Provided records:
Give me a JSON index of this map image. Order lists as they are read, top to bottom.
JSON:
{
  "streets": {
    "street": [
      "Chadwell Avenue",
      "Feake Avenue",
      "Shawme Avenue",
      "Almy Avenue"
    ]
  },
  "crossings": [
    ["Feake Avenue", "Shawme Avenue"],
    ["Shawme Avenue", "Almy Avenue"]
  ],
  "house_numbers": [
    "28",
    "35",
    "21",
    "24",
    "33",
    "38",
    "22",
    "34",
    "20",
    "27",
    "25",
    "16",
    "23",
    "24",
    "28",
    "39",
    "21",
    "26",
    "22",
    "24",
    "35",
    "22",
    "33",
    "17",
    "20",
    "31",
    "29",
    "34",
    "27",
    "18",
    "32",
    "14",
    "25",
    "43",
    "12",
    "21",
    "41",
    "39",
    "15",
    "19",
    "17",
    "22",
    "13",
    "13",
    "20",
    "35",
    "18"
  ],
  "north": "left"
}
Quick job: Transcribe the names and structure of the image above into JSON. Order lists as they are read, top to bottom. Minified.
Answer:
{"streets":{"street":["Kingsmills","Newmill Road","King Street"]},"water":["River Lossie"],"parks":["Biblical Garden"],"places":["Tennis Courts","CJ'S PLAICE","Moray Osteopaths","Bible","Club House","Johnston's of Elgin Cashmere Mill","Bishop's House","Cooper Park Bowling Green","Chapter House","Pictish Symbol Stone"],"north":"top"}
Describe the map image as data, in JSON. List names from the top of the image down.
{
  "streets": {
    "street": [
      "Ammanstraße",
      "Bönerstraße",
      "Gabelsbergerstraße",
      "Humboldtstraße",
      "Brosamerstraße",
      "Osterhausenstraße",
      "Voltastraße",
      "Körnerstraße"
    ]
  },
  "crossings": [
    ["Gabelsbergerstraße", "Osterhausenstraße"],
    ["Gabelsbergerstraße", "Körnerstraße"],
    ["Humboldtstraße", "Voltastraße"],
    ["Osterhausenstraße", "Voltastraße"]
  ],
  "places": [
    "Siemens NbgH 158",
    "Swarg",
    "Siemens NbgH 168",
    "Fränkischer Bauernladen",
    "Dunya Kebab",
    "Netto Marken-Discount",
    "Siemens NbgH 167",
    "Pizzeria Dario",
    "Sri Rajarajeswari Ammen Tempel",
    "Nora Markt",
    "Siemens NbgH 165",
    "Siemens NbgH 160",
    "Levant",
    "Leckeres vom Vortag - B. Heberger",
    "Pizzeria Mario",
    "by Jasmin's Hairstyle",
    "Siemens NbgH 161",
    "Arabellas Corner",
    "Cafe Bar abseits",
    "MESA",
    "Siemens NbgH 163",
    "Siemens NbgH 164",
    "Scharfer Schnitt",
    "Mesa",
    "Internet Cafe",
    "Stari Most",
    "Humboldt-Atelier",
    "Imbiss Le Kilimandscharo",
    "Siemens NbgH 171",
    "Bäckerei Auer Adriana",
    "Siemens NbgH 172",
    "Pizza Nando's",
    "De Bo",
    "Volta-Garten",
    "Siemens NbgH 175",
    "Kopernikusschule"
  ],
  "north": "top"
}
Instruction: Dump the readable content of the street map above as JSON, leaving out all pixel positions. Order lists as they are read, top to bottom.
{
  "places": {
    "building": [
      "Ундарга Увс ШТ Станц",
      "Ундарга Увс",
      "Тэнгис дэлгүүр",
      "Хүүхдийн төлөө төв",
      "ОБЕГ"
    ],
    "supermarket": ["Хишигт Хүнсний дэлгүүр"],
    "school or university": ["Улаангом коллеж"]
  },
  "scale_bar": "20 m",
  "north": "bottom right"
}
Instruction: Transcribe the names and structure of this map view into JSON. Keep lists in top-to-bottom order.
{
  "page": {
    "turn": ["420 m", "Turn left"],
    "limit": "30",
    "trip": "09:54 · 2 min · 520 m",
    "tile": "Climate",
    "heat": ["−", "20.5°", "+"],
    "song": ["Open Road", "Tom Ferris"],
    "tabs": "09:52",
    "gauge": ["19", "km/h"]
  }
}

Problem to work on:
Would you copy the entire listing exactly, missing nothing?

Final answer:
Give me a JSON index of this map image. Order lists as they are read, top to bottom.
JSON:
{
  "streets": {
    "street": [
      "Chadwell Avenue",
      "Feake Avenue",
      "Shawme Avenue",
      "Almy Avenue"
    ]
  },
  "crossings": [
    ["Feake Avenue", "Shawme Avenue"],
    ["Shawme Avenue", "Almy Avenue"]
  ],
  "house_numbers": [
    "28",
    "35",
    "21",
    "24",
    "33",
    "38",
    "22",
    "34",
    "20",
    "27",
    "25",
    "16",
    "23",
    "24",
    "28",
    "39",
    "21",
    "26",
    "22",
    "24",
    "35",
    "22",
    "33",
    "17",
    "20",
    "31",
    "29",
    "34",
    "27",
    "18",
    "32",
    "14",
    "25",
    "43",
    "12",
    "21",
    "41",
    "39",
    "15",
    "19",
    "17",
    "22",
    "13",
    "13",
    "20",
    "35",
    "18"
  ],
  "north": "left"
}
Quick job: Transcribe the names and structure of the image above into JSON. Order lists as they are read, top to bottom. Minified.
Answer:
{"streets":{"street":["Kingsmills","Newmill Road","King Street"]},"water":["River Lossie"],"parks":["Biblical Garden"],"places":["Tennis Courts","CJ'S PLAICE","Moray Osteopaths","Bible","Club House","Johnston's of Elgin Cashmere Mill","Bishop's House","Cooper Park Bowling Green","Chapter House","Pictish Symbol Stone"],"north":"top"}
Describe the map image as data, in JSON. List names from the top of the image down.
{
  "streets": {
    "street": [
      "Ammanstraße",
      "Bönerstraße",
      "Gabelsbergerstraße",
      "Humboldtstraße",
      "Brosamerstraße",
      "Osterhausenstraße",
      "Voltastraße",
      "Körnerstraße"
    ]
  },
  "crossings": [
    ["Gabelsbergerstraße", "Osterhausenstraße"],
    ["Gabelsbergerstraße", "Körnerstraße"],
    ["Humboldtstraße", "Voltastraße"],
    ["Osterhausenstraße", "Voltastraße"]
  ],
  "places": [
    "Siemens NbgH 158",
    "Swarg",
    "Siemens NbgH 168",
    "Fränkischer Bauernladen",
    "Dunya Kebab",
    "Netto Marken-Discount",
    "Siemens NbgH 167",
    "Pizzeria Dario",
    "Sri Rajarajeswari Ammen Tempel",
    "Nora Markt",
    "Siemens NbgH 165",
    "Siemens NbgH 160",
    "Levant",
    "Leckeres vom Vortag - B. Heberger",
    "Pizzeria Mario",
    "by Jasmin's Hairstyle",
    "Siemens NbgH 161",
    "Arabellas Corner",
    "Cafe Bar abseits",
    "MESA",
    "Siemens NbgH 163",
    "Siemens NbgH 164",
    "Scharfer Schnitt",
    "Mesa",
    "Internet Cafe",
    "Stari Most",
    "Humboldt-Atelier",
    "Imbiss Le Kilimandscharo",
    "Siemens NbgH 171",
    "Bäckerei Auer Adriana",
    "Siemens NbgH 172",
    "Pizza Nando's",
    "De Bo",
    "Volta-Garten",
    "Siemens NbgH 175",
    "Kopernikusschule"
  ],
  "north": "top"
}
Instruction: Dump the readable content of the street map above as JSON, leaving out all pixel positions. Order lists as they are read, top to bottom.
{
  "places": {
    "building": [
      "Ундарга Увс ШТ Станц",
      "Ундарга Увс",
      "Тэнгис дэлгүүр",
      "Хүүхдийн төлөө төв",
      "ОБЕГ"
    ],
    "supermarket": ["Хишигт Хүнсний дэлгүүр"],
    "school or university": ["Улаангом коллеж"]
  },
  "scale_bar": "20 m",
  "north": "bottom right"
}
Instruction: Transcribe the names and structure of this map view into JSON. Keep lists in top-to-bottom order.
{
  "page": {
    "turn": ["420 m", "Turn left"],
    "limit": "30",
    "trip": "09:54 · 2 min · 520 m",
    "tile": "Climate",
    "heat": ["−", "20.5°", "+"],
    "song": ["Open Road", "Tom Ferris"],
    "tabs": "09:52",
    "gauge": ["19", "km/h"]
  }
}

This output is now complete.